**Exercise data**.
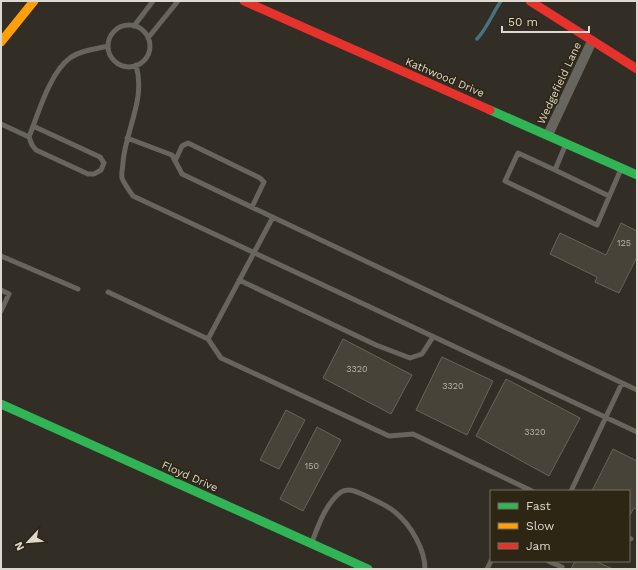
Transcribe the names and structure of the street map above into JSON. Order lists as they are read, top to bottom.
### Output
{
  "streets": {
    "street": ["Kathwood Drive", "Wedgefield Lane", "Floyd Drive"]
  },
  "crossings": [
    ["Kathwood Drive", "Wedgefield Lane"]
  ],
  "house_numbers": [
    "125",
    "3320",
    "3320",
    "3320",
    "150"
  ],
  "legend": ["Fast", "Slow", "Jam"],
  "scale_bar": "50 m",
  "north": "bottom left"
}
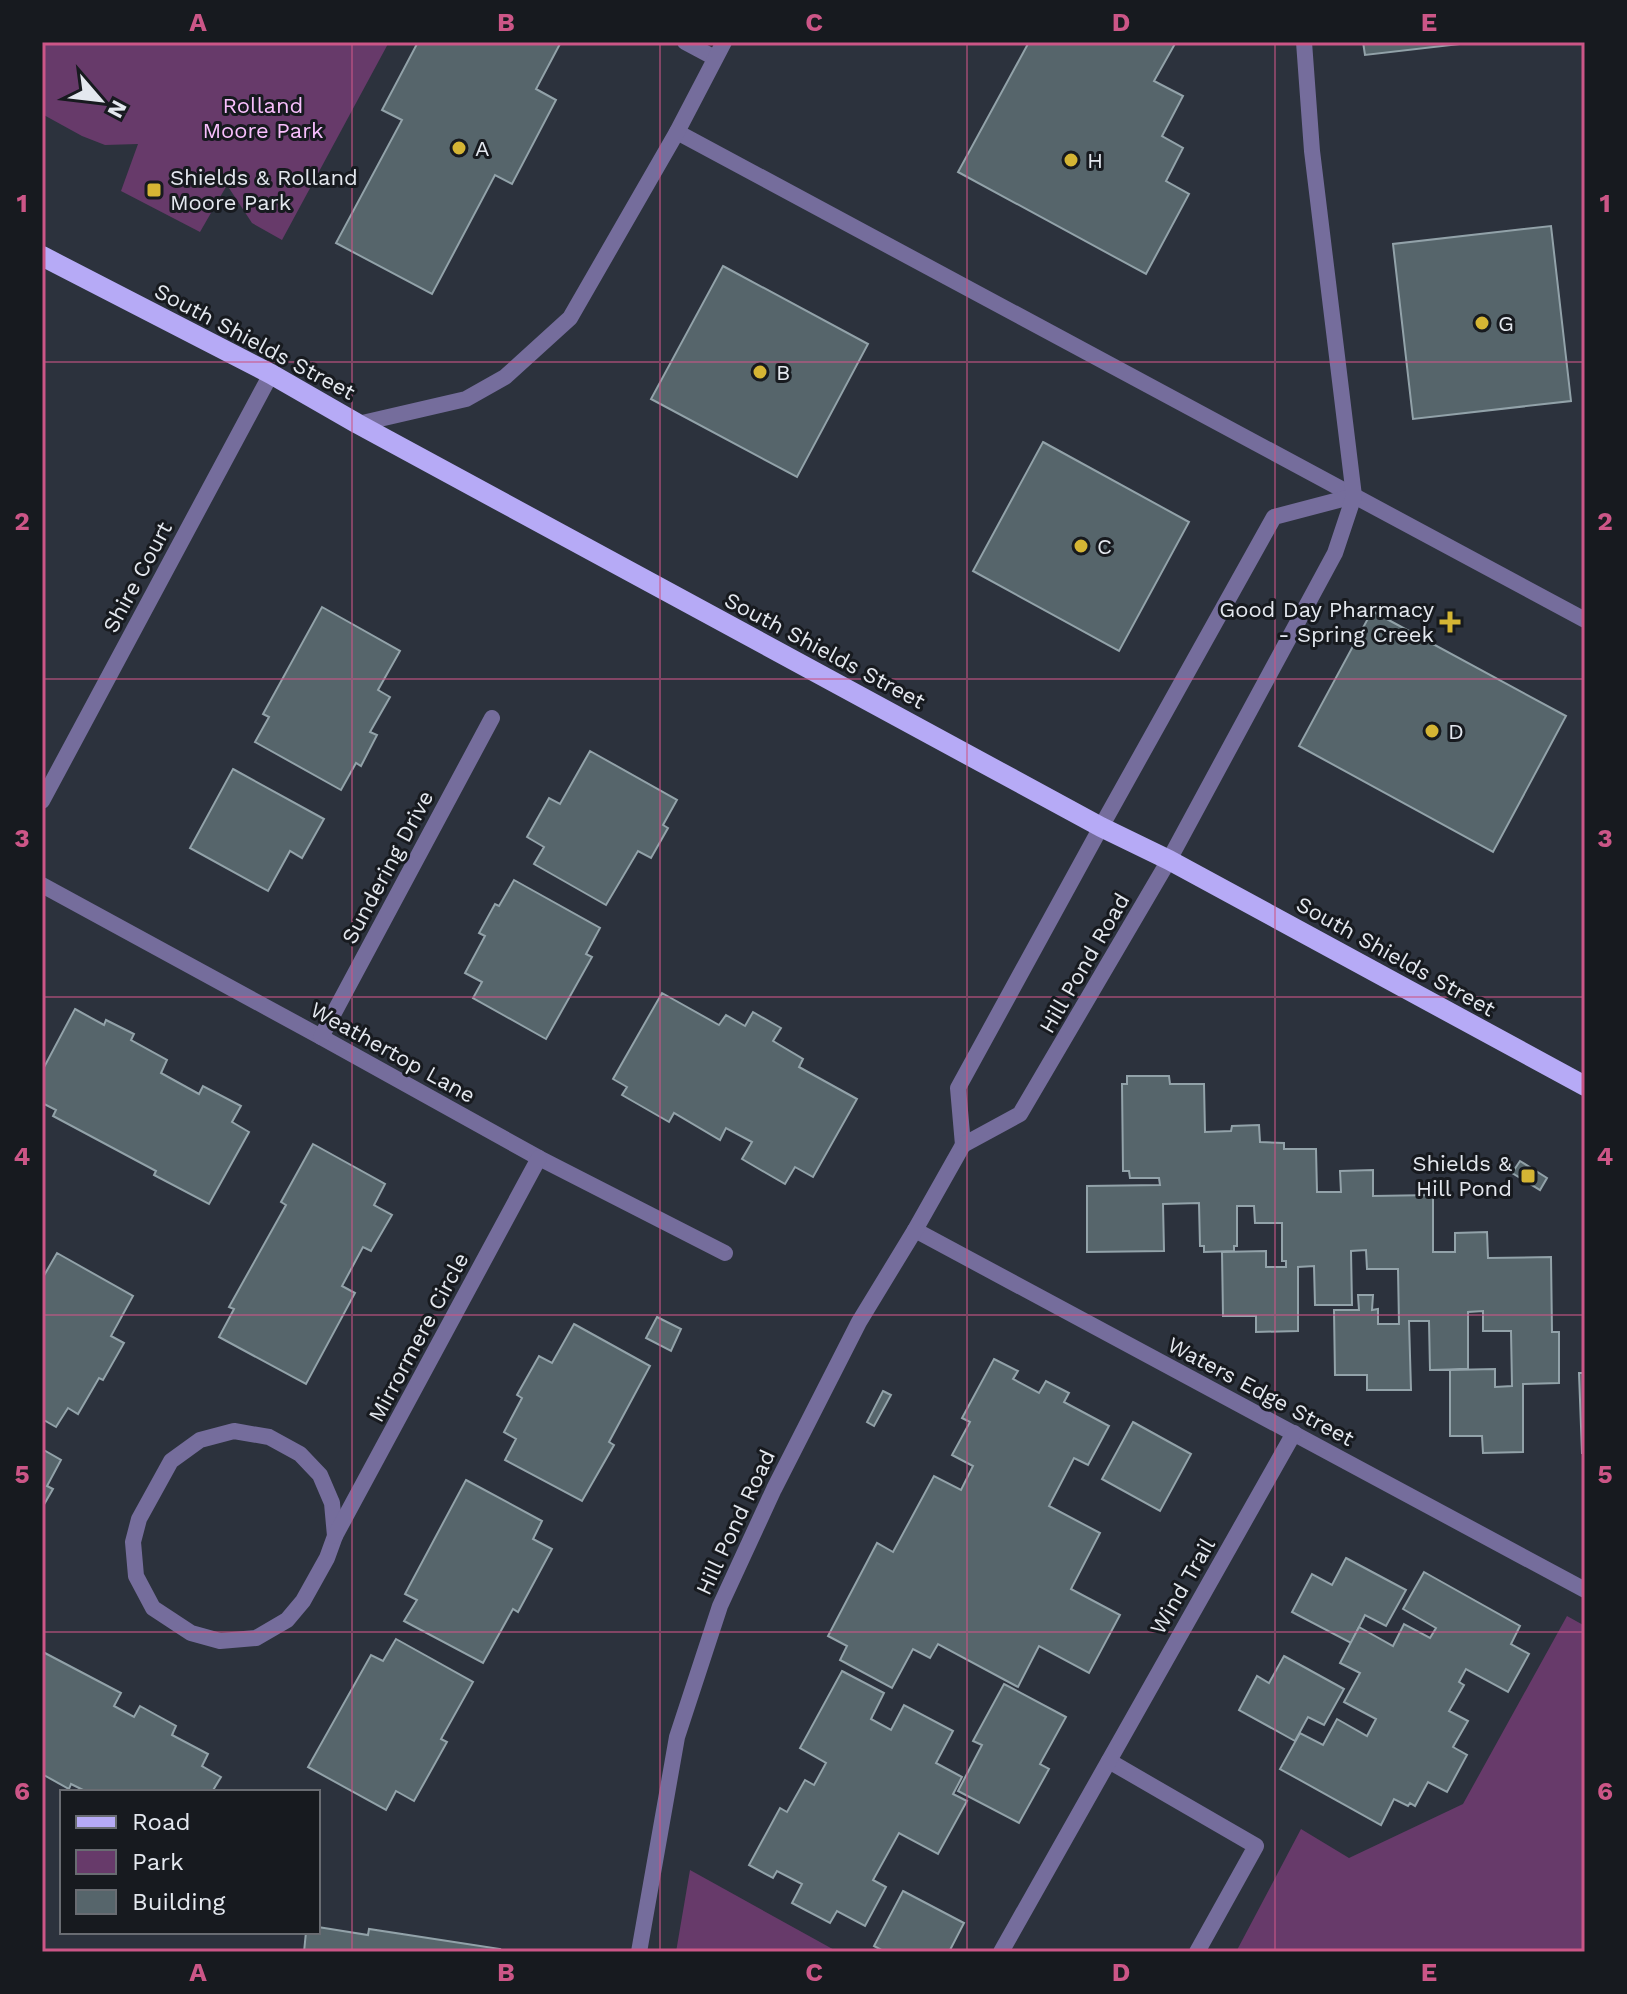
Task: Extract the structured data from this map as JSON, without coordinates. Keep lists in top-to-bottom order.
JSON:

**Task instructions**. All of the entries above should be copied exactly, with the images left out.

**Written solution**.
Transcribe the names and structure of the street map above into JSON. Order lists as they are read, top to bottom.
### Output
{
  "streets": {
    "street": ["Kathwood Drive", "Wedgefield Lane", "Floyd Drive"]
  },
  "crossings": [
    ["Kathwood Drive", "Wedgefield Lane"]
  ],
  "house_numbers": [
    "125",
    "3320",
    "3320",
    "3320",
    "150"
  ],
  "legend": ["Fast", "Slow", "Jam"],
  "scale_bar": "50 m",
  "north": "bottom left"
}
Task: Extract the structured data from this map as JSON, without coordinates. Keep lists in top-to-bottom order.
JSON:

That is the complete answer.